Natural language processing tool data mines unstructured neuroradiology reports
Diagnostic radiology generates a lot of data. Although the practice’s images can be parsed and relevant information can be acquired via the utilization of DICOM tools, free-text-generated radiology reports have long languished in silos of unconnected data. A natural language processing (NLP) application developed at Massachusetts General Hospital (MGH) in Boston holds the promise of allowing researchers the capability to data mine unstructured radiology reports.

Pragya Dang and colleagues at MGH’s department of radiology recently put the software, Leximer, through its paces, classifying unstructured electronic neuroradiology reports. Dang presented the results of her group’s study last month in Chicago at the 93rd scientific assembly and annual meeting of the Radiological Society of North America (RSNA).

“We validated the accuracy of the NLP program and an online analytic processing engine (OLAP) in classifying unstructured electronic neuroradiology reports with relevant neurology findings (RNF) according to pathology of the RNF,” she said. “In addition, trends of different pathology findings in over 200,000 neuroradiology reports were analyzed.”

Dang and her team selected 120 neuroradiology reports generated between 2005 and 2006, with and without RNF, from an unstructured report database. The reports were then randomized and independently classified by a radiologist at the institution and by Leximer on the basis of the RNF pathology.

The group then assessed 276,105 neuroradiology reports generated between 1995 and 2006, with RNF, to determine the trends for different pathology findings, Dang said.

“Statistical analysis using appropriate statistical tests was performed to determine the specificity, sensitivity, accuracy, positive and negative predictive values of NLP program for classifying the neuroradiology reports with SNF according to their pathology,” she said.

Dang reported that the researcher’s analysis found that the Leximer application was accurate for classification of pathology findings in RNF with a sensitivity of 99 percent, a specificity of 76.5 percent, and an accuracy of 95.8 percent. In addition, the software demonstrated a positive predictive value of 96.2 percent and a negative predictive value of 92.8 percent.
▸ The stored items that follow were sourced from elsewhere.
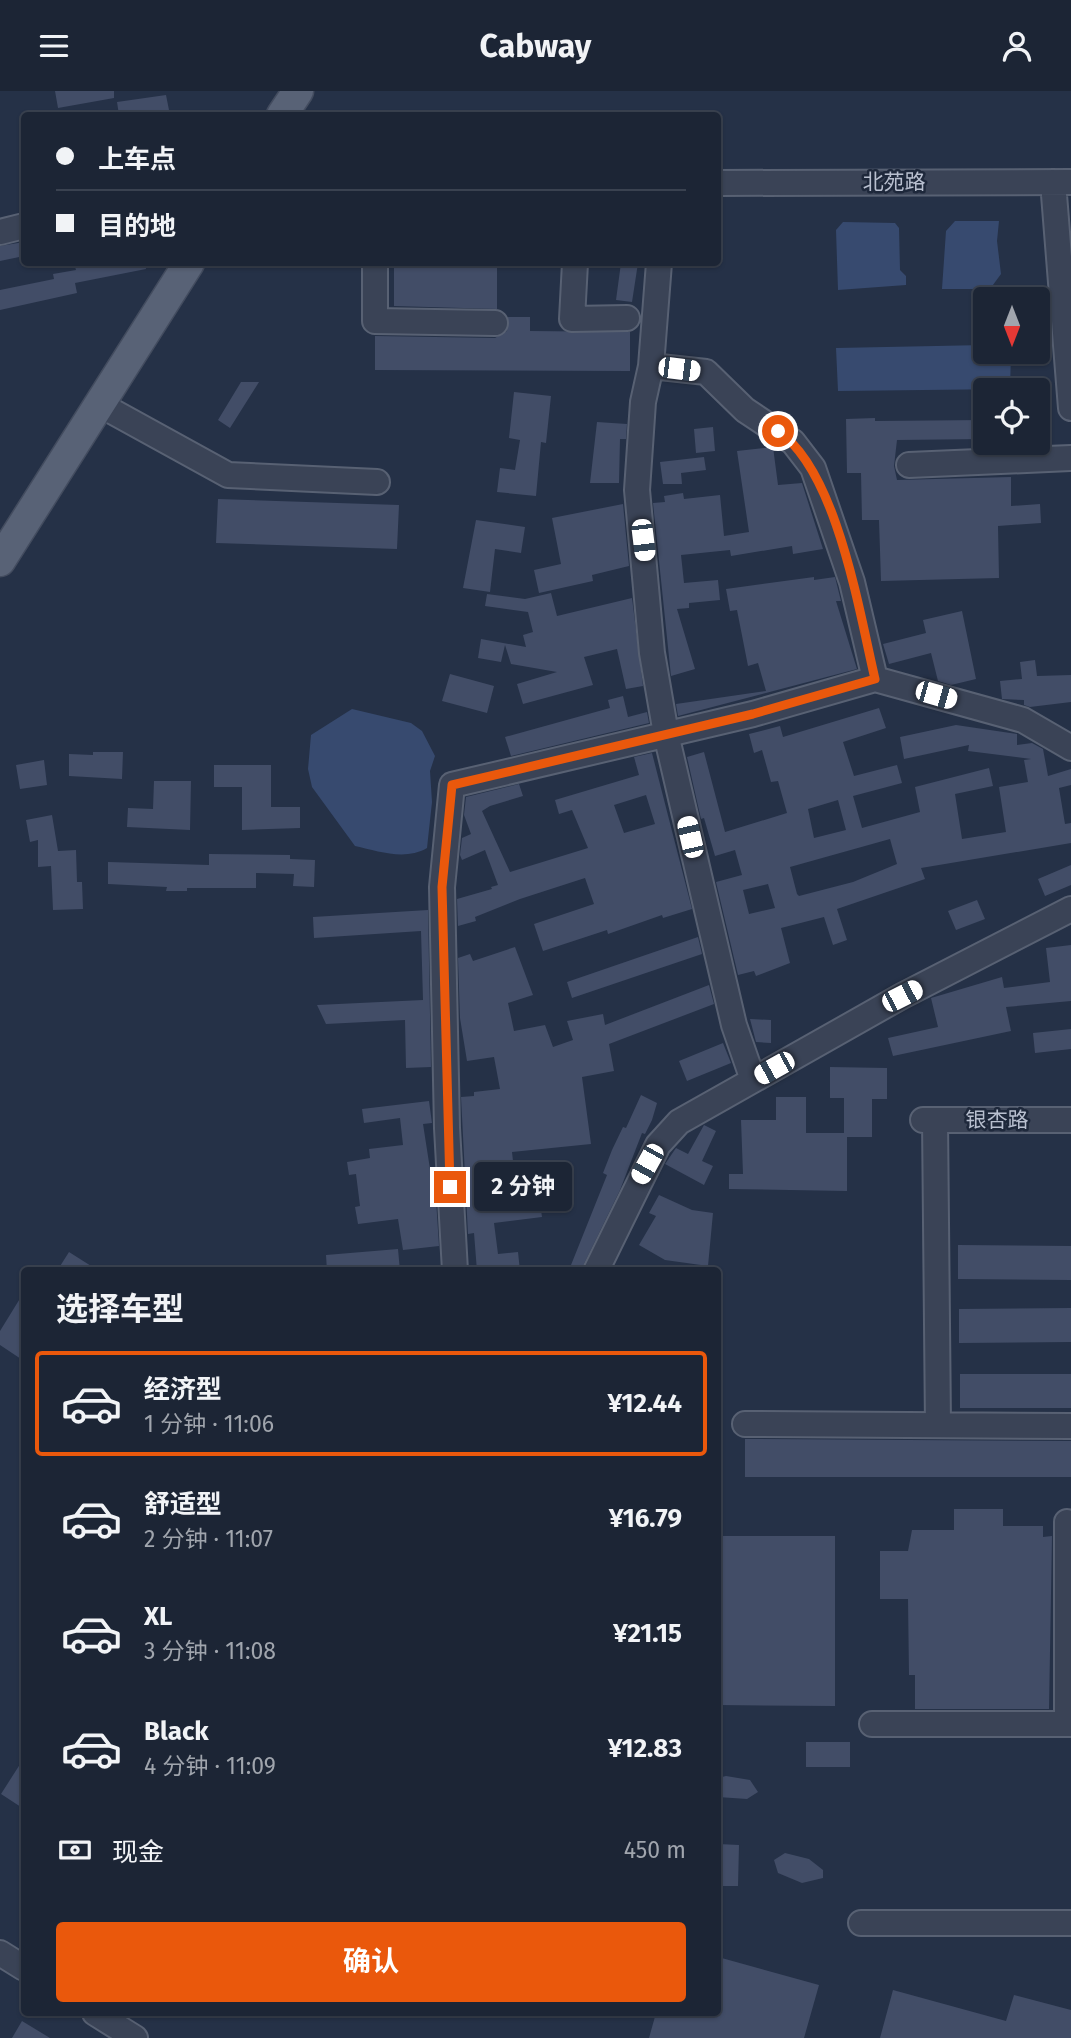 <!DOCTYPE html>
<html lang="zh">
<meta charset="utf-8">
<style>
body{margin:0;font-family:"Fira Sans","Noto Sans SC",sans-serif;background:#252d3d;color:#f1f3f6;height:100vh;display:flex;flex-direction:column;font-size:26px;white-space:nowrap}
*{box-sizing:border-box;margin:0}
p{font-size:23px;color:#a0a5ad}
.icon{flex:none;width:38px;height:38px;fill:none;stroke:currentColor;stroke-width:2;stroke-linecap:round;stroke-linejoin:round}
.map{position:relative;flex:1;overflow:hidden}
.panel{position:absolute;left:21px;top:1176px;width:700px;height:749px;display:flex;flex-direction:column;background:#1c2535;border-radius:7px;box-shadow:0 2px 5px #0004,0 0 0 2px #3a4250}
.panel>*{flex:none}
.hud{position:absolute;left:21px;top:21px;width:700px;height:154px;border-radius:7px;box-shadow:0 2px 5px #0004,0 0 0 2px #3a4250;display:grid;align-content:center;height:154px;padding:0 35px;background:#1c2535}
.needle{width:46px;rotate:180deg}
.tools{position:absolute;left:973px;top:196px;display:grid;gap:14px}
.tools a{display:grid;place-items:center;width:77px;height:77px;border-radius:7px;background:#1c2535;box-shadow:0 2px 5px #0004,0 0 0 2px #3a4250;font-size:35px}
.end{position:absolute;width:32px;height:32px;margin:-16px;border:9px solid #ea580c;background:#fff;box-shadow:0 0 0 4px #fff}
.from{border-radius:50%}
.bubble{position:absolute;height:49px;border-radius:7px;background:#1c2535;box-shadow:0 2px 5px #0004,0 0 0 2px #3a4250;font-size:23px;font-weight:700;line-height:49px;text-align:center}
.car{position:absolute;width:21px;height:42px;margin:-21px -10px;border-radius:9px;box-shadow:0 0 5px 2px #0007;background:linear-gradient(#fff 24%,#345 0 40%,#fff 0 76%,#345 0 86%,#fff 0)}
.hud b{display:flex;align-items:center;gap:24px;height:66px;font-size:26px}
.hud b+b{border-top:2px solid #3a4250}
.hud i{width:18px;height:18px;background:#f1f3f6}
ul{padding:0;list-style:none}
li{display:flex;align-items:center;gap:21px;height:105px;margin:0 14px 10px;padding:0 21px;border:4px solid transparent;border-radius:7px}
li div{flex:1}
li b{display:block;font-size:26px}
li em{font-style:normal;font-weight:700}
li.on{border-color:#ea580c}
li>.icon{width:63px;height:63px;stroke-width:1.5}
h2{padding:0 35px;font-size:32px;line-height:84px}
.pay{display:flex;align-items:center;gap:18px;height:77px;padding:0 35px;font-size:26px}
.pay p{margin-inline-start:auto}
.button{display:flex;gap:14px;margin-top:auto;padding:14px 35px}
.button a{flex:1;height:80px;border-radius:7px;background:#ea580c;color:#fff;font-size:28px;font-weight:700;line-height:80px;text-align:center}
header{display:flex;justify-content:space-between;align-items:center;height:91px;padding:0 35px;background:#1c2535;font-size:32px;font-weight:700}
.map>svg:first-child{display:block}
</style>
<header><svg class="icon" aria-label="menu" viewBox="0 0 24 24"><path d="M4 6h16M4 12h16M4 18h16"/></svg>Cabway<svg class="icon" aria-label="person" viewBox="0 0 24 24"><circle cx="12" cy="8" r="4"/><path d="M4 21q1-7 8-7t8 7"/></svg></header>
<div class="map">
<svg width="1071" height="1947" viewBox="0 0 1071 1947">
<rect width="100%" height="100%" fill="#253147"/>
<path fill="#374a6f" d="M955,130H999L997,150L1001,183L990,198H942L946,140Z
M843,131L895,132L899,137L900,179L906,185V194L838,199L836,139Z
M985,254V261H1011L1010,298L838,300L836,257Z
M352,618L411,632L422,640L435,665L430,680L432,711L427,757C405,770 378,760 355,755L312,696L308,678L311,644Z"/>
<path fill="#424d67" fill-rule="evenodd" d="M55,0H114V7L58,17Z
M166,4L170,24H119L117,11Z
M24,151V165L0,170V155Z
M74,172H145L146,178L75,192L77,202L0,219V199L54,188L53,183L76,179Z
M394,172H497V218L394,215Z
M621,172H638L632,211L616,209Z
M508,226H530V240L630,241V280L375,279V245L495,247L507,240Z
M241,291H259L230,337L218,329Z
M514,301L551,305L546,352L541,351L536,405L497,401L500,377L515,379L520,349L509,347Z
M875,327V330L985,329V348L897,349L894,375L897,389L1011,386V415L1040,413L1041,432L998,435L999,487L881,490L879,429H862L861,382H847L846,328Z
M597,331L627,333L626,348H620L619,392H590Z
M713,336L715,360L696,362L694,338Z
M773,356L778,394L802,392L823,458L793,463L792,455L731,465L730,459L681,464L684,492L718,489L720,509L689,512V517L677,518L695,578L671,585L653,412L665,411L664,405L683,402L684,408L720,404L724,445L749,441L737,360Z
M704,366L706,379L681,382L682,393H663L660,371Z
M218,408L399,414L397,458L216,452Z
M623,413L629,475L592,484L593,490L539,502L534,479L561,473L552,427Z
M476,429L525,436L521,462L495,458L490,501L463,497Z
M814,486V489L835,486L841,510H836L857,578L678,625L676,613L766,600L758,572L748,575L737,519L730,520L726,498Z
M551,502L557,525L632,507L643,595L626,598L617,558L584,566L593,594L523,613L517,593L557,581L511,573L505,554L501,571L478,567L481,548L526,556L523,544L533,541L528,521L485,515L487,503L525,508Z
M962,520L976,588L951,594L938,590L931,562L889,573L883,553L926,542L923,529Z
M1035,569L1037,585L1071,584V611L1030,616L1024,614V609L1002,608L1000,590L1022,588L1020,571Z
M450,583L494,595L487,622L442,610Z
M623,605L628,626L647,621L649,632L511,665L505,646L610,617L608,609Z
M879,617L886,637L843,651L854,685L897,674L902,692L853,705L862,737L920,721L915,696L989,677L993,695L955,703L962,748L1006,741L999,696L1028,691L1024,669L1031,668L968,660L969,654L904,668L900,646L956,634L1017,643V654L1032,652L1043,658L1048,685L1071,678V694L1059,697L1065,733L1071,732V752L921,777L925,788L837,818L847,849L833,854L824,826L781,837L790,872L756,885L754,880L738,884L716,791L742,784L735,759L715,765L704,727L701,728L687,666L704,661L725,741L787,722L778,690L771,691L762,659L754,662L749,643L780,635L783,646ZM838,709L846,739L814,747L808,718ZM890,748L897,773L853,791L799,805L797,803L790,776ZM768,793L775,817L749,823L743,799Z
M93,661H123L122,688L69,685V663L93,664Z
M652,662L692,818L663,827L662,824L608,843L607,839L543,860L534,833L594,813L585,787L520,808L475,826L476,830L458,835L457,808L492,798L491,796L498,794L485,759L462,769L460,764L462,747L471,743L464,724L466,706L519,693L523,705L490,715L482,720L510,781L588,757L572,719L559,723L555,709L639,684L634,666ZM646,704L655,733L624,742L614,714Z
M44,669L47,694L20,698L16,674Z
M214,674H271V716H300V737L242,739V696H214Z
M154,690H191L190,739L127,736L128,717L153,718Z
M52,724L58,760L76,759L77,791H82L83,818L53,819L51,775L38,776V749L30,751L26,729Z
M209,763L290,764V768L315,769L314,796L293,795L294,783L256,782V797H187V800H166L167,796L108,793V771L209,774Z
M1071,774V794L1045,805L1038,788Z
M977,809L985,828L956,839L948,820Z
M428,819L431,976L406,977L405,929L326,933L317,914L423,909L421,840L314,847L313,826Z
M698,846L702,863L572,907L567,891Z
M1071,854V910L1006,916L1011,940L893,965L888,947L938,936L931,907L1002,886L1004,897L1050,891L1046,857Z
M515,856L533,904L508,912L514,940L545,934L553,956L573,949L567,930L603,923L605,934L709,894L714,913L609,953L614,980L582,986L591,1053L512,1061L515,1088L565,1082L567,1102L539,1105L542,1126L494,1132L498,1163L518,1161L520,1180H477L474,1142L468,1143L461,1006L474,1005V1001L500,998L494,966L467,970L460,927L458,867L470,863L473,870Z
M750,928L771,929V952L756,951Z
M1071,938V958L1035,962L1033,942Z
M723,952L731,972L687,990L679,970Z
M830,976L887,977V1008H872V1046H847V1100L729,1098V1083H743L741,1029H776V1006H806V1042H844V1007H830Z
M641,1004L657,1012L652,1029L645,1043L642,1042L620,1099L581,1179L571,1174L607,1084L603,1082L612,1059L623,1036L626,1037Z
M429,1010L432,1032L423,1033L430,1078L434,1077L439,1155L403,1159L398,1128L358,1133L355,1116L360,1115L356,1083L349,1084L347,1071L370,1067L369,1058L403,1054L400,1027L364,1032L362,1018Z
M704,1034L716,1040L702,1070L713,1075L704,1094L665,1073L676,1057L688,1063Z
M659,1104L692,1119L713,1122L708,1175L665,1169L639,1154L656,1125L649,1122Z
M958,1154L1071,1155V1189L958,1188Z
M398,1158L400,1180H327L326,1164Z
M69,1161L99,1180H57Z
M24,1201V1270L0,1254V1240Z
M1071,1217V1251L959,1252V1218Z
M960,1283H1071V1317H960Z
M745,1348L1071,1350V1386H745Z
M954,1418H1003V1435H1043V1446L1052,1445L1049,1618H915V1584H909L908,1508H880V1460H908L912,1439H954Z
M718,1445H835V1615L718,1614Z
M806,1651H850V1676H806Z
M24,1667V1718L1,1703Z
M726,1685L750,1689L758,1701L747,1708L718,1706V1687Z
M718,1753L739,1754L738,1795H718Z
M785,1762L809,1768L823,1779V1787L802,1792L778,1782L774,1769Z
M718,1866L819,1894L804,1947H649L656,1922H718Z
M893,1899L1006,1930L1014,1904L1071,1919V1947H880Z
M22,1930L50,1947H12Z"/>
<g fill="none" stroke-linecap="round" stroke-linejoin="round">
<defs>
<path id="minor" d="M1053,91L1071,317
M718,92L1071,91
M0,141L24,135
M375,172V230L495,232
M575,172L572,228L627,227
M659,172L651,275L706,281L745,319L793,351L813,377L852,491L875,588L1023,629L1071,657
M651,275L643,311L637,399L652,562L666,643L708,823L734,934L753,989
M99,313L228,384L377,391
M909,374L1071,367
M923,1029H1071
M935,1029L938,1334
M455,1180L447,1037L442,796L452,694L753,623L875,588
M596,1180L658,1054L679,1031L902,905L1071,818
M745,1333L1071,1335
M1067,1431V1633
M872,1633H1071
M861,1832H1071
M0,1862L24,1877
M95,1922L135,1947"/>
<path id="major" d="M282,24L298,0
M0,470L189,172"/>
</defs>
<use href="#minor" stroke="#586173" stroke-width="28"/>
<use href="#major" stroke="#434c5f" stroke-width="33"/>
<use href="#minor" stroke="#3a4356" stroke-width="24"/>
<use href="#major" stroke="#586276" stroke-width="30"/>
</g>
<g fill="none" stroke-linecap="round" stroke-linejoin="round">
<path stroke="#ea580c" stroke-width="9" d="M450,1096L442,796L452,694L753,623L875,588C859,520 837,380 778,340"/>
</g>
<g text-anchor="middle" stroke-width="5" stroke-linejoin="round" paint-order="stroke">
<g font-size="21" fill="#b8bfcf" stroke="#1e283b">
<text x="894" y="98">北苑路</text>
<text x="997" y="1036">银杏路</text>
</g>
</g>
</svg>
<div class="tools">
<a><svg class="needle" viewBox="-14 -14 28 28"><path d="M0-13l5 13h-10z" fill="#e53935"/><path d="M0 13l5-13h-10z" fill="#a0a5ad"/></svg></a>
<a><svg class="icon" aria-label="locate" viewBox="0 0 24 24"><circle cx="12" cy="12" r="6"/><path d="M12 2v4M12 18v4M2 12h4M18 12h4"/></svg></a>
</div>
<i class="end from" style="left:778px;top:340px"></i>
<i class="end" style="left:450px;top:1096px"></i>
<div class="bubble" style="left:474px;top:1071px;width:98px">2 分钟</div>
<i class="car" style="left:679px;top:278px;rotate:97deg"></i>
<i class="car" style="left:643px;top:449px;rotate:173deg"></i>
<i class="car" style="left:936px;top:604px;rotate:106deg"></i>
<i class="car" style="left:690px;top:746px;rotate:347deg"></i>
<i class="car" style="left:902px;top:905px;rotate:63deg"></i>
<i class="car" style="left:774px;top:977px;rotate:241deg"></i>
<i class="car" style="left:647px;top:1073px;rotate:209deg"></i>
<div class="hud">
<b><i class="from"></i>上车点</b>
<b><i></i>目的地</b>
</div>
<section class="panel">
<h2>选择车型</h2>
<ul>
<li class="on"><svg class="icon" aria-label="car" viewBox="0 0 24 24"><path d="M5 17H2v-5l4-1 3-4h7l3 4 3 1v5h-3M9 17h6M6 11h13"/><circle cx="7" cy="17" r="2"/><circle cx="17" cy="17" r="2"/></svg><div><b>经济型</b><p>1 分钟 · 11:06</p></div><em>¥12.44</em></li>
<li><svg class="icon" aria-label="car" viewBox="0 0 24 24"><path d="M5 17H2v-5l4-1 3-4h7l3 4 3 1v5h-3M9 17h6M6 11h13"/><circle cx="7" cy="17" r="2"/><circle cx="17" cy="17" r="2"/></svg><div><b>舒适型</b><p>2 分钟 · 11:07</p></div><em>¥16.79</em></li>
<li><svg class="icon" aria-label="car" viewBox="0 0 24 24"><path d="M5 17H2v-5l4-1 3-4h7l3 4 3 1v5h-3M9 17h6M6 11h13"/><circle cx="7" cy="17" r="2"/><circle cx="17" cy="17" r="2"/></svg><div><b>XL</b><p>3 分钟 · 11:08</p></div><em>¥21.15</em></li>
<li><svg class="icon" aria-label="car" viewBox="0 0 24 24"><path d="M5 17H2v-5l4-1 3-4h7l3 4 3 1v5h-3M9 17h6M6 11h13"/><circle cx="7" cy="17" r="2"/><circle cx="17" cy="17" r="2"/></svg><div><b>Black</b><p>4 分钟 · 11:09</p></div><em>¥12.83</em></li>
</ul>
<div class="pay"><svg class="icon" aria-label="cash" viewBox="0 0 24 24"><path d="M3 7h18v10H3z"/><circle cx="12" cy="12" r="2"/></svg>现金<p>450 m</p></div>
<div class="button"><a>确认</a></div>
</section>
</div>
Their data mining of the 276,105 neuroradiology reports found that vascular pathologies were the most frequently observed pathology findings in about 75 percent of the cases, which included detailed pathologies such as hemorrhage. They were further able to sub-divide this class into acute, sub-acute, chronic, extravascular collection and generic hemorrhage. They also were able to classify the vascular pathologies as dilation, infarction, obstructive process and ischemia—which was further subdivided into acute and generic.

“NLP also classified the reports by other specific pathologies including atrophy, neoplasms, infection, hydrocephalus, meningioma, microadenoma and multiple sclerosis,” Dang said.

The application has the potential to identify disease trends that may assist in focusing the development of preventative education as well as the allocation of healthcare resources.

“Data mining with NLP program and OLAP can help in the classification of pathology findings, which can be used for assessing clinical referral trends and research,” Dang noted.